*** Opening INPUT DATA ***
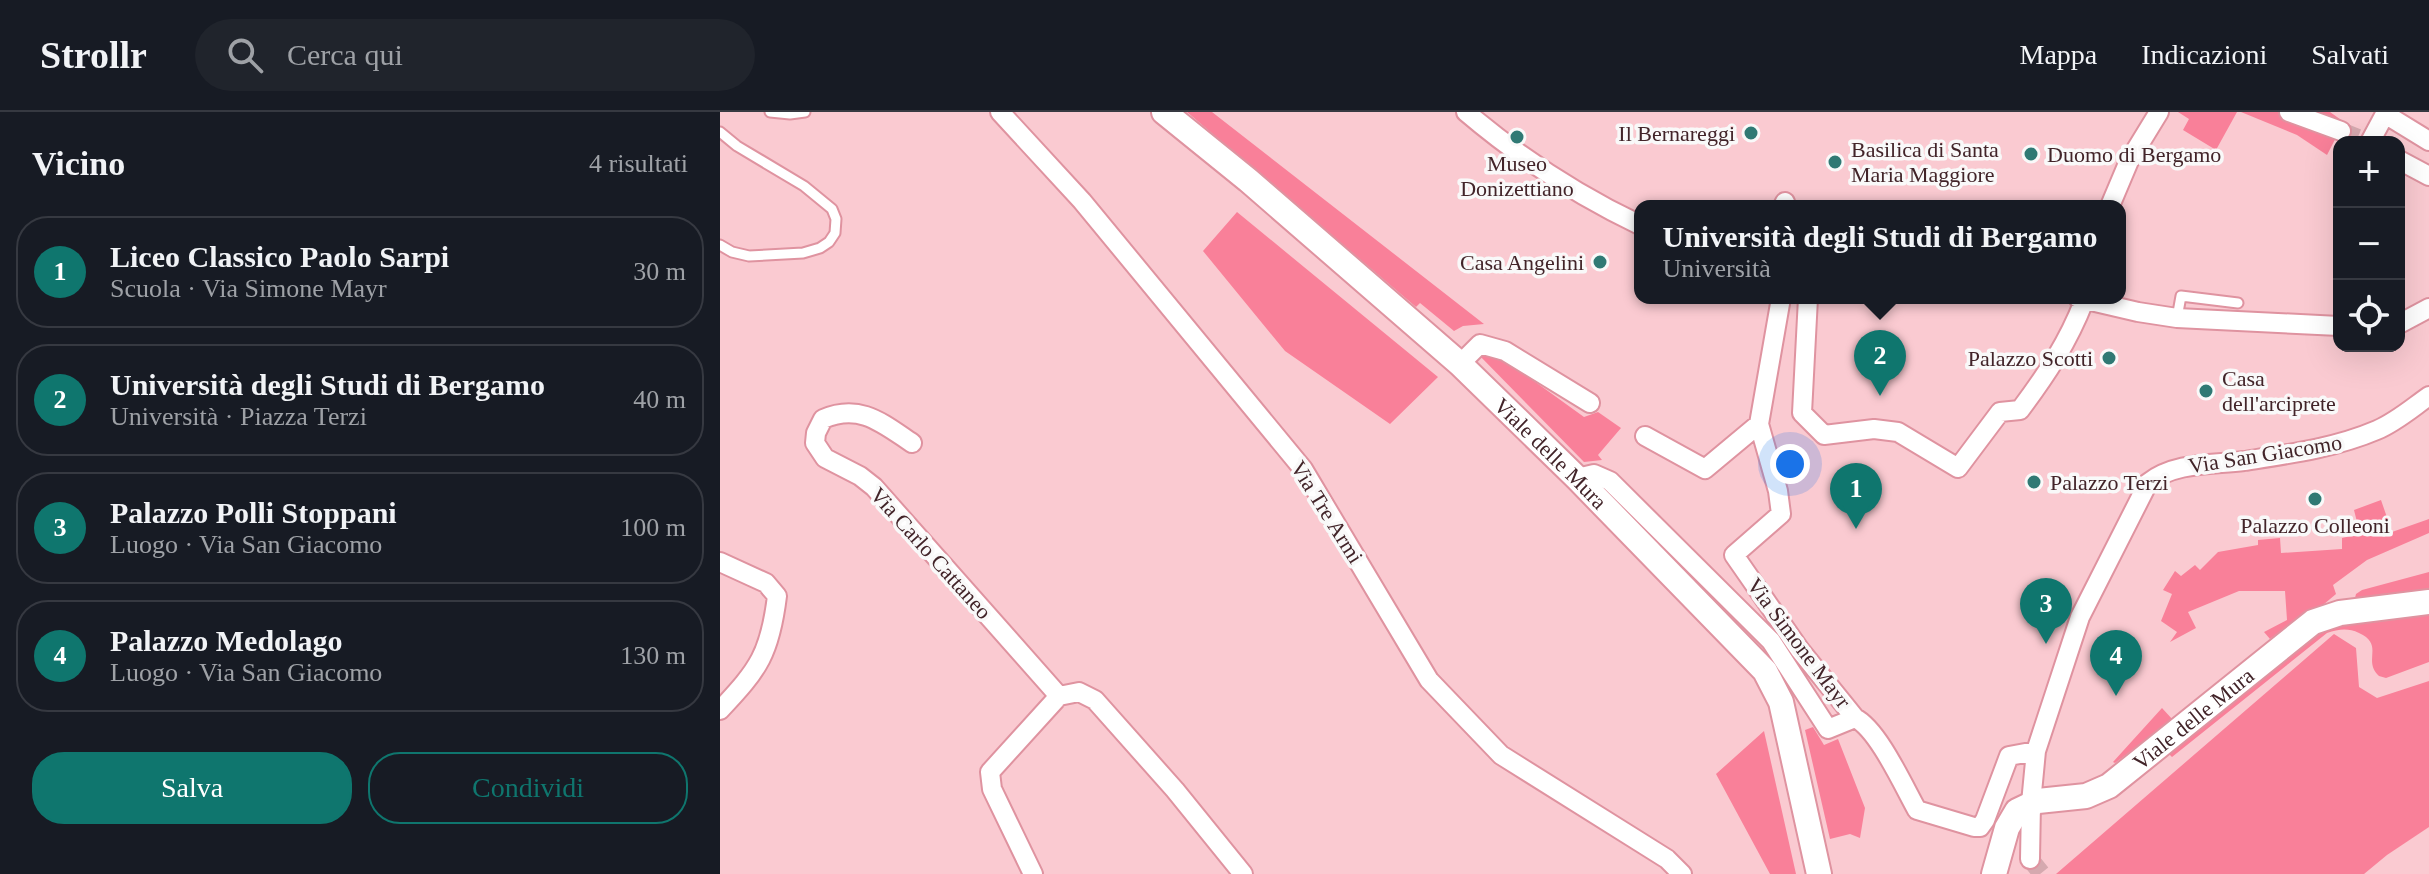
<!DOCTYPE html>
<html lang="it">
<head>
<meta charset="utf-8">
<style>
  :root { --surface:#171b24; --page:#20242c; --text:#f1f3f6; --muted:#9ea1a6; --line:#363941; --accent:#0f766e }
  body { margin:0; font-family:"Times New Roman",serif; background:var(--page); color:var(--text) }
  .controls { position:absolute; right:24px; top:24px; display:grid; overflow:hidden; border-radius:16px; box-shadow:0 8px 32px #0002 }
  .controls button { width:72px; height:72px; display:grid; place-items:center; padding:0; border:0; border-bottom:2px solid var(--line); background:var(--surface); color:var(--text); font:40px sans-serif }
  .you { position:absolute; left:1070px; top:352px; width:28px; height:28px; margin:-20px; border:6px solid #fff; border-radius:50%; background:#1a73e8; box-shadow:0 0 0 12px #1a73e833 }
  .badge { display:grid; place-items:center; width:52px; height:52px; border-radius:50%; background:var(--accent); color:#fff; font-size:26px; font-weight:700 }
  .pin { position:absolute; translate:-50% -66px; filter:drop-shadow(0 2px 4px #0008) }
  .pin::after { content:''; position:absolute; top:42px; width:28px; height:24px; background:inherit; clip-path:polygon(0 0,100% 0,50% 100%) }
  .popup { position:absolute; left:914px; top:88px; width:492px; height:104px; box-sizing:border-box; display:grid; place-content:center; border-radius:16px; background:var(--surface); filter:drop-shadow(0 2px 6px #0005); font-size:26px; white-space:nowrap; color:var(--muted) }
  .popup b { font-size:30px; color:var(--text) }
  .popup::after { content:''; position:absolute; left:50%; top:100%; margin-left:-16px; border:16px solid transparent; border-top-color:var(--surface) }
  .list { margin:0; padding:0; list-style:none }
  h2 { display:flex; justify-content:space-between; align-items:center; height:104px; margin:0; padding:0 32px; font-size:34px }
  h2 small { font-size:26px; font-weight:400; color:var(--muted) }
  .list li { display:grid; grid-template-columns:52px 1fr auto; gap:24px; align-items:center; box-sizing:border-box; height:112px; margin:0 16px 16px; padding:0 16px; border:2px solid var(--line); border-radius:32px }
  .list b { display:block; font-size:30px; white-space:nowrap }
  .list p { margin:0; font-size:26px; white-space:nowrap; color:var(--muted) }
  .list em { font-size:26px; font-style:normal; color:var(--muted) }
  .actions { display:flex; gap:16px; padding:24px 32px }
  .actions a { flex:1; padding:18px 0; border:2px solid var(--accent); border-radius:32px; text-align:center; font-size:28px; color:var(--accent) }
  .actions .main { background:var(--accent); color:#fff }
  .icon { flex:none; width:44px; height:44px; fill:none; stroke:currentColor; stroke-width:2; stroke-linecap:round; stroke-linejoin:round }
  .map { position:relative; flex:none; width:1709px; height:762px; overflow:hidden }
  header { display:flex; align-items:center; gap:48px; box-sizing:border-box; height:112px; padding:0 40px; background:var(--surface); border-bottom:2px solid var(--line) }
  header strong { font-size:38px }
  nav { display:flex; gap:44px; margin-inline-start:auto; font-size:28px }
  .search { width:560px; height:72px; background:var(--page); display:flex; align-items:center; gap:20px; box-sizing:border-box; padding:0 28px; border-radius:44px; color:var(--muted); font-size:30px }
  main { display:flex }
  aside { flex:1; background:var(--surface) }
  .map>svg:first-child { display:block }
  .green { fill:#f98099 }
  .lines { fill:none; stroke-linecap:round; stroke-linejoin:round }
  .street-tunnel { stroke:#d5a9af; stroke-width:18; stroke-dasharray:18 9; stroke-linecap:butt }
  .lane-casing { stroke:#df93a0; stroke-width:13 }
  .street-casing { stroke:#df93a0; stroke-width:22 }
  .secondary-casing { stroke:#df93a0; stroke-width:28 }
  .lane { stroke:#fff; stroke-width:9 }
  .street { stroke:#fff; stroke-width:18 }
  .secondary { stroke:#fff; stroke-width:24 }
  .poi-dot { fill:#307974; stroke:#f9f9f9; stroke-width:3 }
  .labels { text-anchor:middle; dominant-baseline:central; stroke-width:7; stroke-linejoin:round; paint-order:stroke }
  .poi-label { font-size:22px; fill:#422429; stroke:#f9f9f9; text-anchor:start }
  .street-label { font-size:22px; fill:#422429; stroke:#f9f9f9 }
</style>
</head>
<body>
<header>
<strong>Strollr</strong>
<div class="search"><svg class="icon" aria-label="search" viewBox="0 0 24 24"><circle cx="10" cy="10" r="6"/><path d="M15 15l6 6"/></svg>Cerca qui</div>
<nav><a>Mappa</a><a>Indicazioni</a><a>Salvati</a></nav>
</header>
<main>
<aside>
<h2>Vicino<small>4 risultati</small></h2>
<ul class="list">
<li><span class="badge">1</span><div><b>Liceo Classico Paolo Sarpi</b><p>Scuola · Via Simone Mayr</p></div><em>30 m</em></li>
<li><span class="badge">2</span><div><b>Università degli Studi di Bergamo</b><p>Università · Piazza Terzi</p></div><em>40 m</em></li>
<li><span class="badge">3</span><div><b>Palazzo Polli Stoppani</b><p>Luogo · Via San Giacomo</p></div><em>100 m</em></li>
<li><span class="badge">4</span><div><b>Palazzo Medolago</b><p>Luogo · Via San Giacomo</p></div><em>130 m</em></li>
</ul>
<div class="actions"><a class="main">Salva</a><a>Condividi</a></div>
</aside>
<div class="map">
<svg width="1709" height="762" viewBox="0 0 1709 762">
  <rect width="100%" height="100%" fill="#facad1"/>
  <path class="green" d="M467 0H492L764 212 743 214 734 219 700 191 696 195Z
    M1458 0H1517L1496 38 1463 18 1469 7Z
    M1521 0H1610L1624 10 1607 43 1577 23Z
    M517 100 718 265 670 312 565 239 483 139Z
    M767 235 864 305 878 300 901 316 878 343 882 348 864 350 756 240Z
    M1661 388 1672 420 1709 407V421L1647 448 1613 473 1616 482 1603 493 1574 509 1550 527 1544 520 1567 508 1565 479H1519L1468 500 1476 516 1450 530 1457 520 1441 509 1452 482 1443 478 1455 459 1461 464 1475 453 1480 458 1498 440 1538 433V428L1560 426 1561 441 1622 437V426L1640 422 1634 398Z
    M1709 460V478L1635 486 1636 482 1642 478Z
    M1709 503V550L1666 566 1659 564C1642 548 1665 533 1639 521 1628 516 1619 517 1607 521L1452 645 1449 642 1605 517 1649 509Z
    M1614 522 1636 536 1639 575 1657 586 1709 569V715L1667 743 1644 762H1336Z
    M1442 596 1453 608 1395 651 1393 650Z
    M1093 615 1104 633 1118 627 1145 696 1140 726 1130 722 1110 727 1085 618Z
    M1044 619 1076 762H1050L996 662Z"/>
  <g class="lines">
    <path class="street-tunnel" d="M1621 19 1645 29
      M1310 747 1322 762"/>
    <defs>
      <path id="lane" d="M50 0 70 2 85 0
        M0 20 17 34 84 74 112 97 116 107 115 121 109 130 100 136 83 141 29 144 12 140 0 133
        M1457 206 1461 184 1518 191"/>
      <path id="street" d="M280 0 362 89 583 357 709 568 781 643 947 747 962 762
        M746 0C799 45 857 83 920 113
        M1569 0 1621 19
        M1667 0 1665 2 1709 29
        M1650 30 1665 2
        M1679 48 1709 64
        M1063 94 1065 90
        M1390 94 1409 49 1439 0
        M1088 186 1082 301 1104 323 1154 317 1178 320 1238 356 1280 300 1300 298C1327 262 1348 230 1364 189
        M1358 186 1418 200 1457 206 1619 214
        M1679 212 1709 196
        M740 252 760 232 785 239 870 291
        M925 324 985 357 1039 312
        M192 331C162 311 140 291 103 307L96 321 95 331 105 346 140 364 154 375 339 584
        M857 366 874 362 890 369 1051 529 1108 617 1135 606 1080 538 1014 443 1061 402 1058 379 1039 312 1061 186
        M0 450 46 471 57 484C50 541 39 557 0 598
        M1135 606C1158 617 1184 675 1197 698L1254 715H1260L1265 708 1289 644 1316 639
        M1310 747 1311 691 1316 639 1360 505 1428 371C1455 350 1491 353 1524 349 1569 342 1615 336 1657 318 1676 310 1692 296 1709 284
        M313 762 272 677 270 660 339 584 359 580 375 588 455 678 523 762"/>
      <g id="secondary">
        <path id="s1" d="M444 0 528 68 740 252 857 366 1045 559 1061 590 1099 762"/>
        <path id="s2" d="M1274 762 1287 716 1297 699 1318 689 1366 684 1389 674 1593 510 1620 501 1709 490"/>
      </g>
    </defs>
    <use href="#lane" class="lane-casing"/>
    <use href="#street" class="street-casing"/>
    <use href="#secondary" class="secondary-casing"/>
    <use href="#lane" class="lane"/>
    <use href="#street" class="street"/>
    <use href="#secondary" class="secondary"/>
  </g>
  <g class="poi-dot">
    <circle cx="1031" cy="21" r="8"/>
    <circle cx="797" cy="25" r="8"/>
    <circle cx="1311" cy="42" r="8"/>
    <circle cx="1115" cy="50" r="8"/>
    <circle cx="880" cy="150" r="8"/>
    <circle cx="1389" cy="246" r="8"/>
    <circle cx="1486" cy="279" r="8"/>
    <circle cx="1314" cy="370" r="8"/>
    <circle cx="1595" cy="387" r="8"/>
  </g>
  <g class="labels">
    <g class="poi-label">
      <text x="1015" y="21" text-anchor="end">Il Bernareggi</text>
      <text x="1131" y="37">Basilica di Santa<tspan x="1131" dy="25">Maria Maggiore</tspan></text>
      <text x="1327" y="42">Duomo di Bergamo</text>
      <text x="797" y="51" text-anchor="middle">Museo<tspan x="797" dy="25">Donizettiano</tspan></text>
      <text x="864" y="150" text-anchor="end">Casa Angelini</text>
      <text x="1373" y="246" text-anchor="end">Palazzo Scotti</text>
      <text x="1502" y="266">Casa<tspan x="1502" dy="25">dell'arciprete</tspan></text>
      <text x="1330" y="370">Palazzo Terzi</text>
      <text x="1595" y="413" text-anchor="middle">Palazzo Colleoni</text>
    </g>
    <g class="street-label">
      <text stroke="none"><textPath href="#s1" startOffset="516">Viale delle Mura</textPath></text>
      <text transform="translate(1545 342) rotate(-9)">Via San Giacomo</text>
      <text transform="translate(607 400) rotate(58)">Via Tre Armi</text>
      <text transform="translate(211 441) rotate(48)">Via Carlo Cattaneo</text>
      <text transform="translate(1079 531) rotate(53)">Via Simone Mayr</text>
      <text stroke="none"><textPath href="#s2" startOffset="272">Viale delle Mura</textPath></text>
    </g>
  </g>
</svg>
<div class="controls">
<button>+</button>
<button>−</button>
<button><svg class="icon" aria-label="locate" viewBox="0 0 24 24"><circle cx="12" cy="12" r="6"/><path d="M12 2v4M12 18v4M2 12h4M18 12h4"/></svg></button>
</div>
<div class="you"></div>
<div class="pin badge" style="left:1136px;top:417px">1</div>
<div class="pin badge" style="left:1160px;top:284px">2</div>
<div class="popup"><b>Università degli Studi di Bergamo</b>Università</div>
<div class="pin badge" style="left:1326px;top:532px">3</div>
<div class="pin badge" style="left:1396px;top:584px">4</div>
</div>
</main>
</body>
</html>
*** Closing INPUT DATA ***
TO DO:
Filter by the word "labels": copy every line of the data that holds it.

TASK RESPONSE:
  .labels { text-anchor:middle; dominant-baseline:central; stroke-width:7; stroke-linejoin:round; paint-order:stroke }
  <g class="labels">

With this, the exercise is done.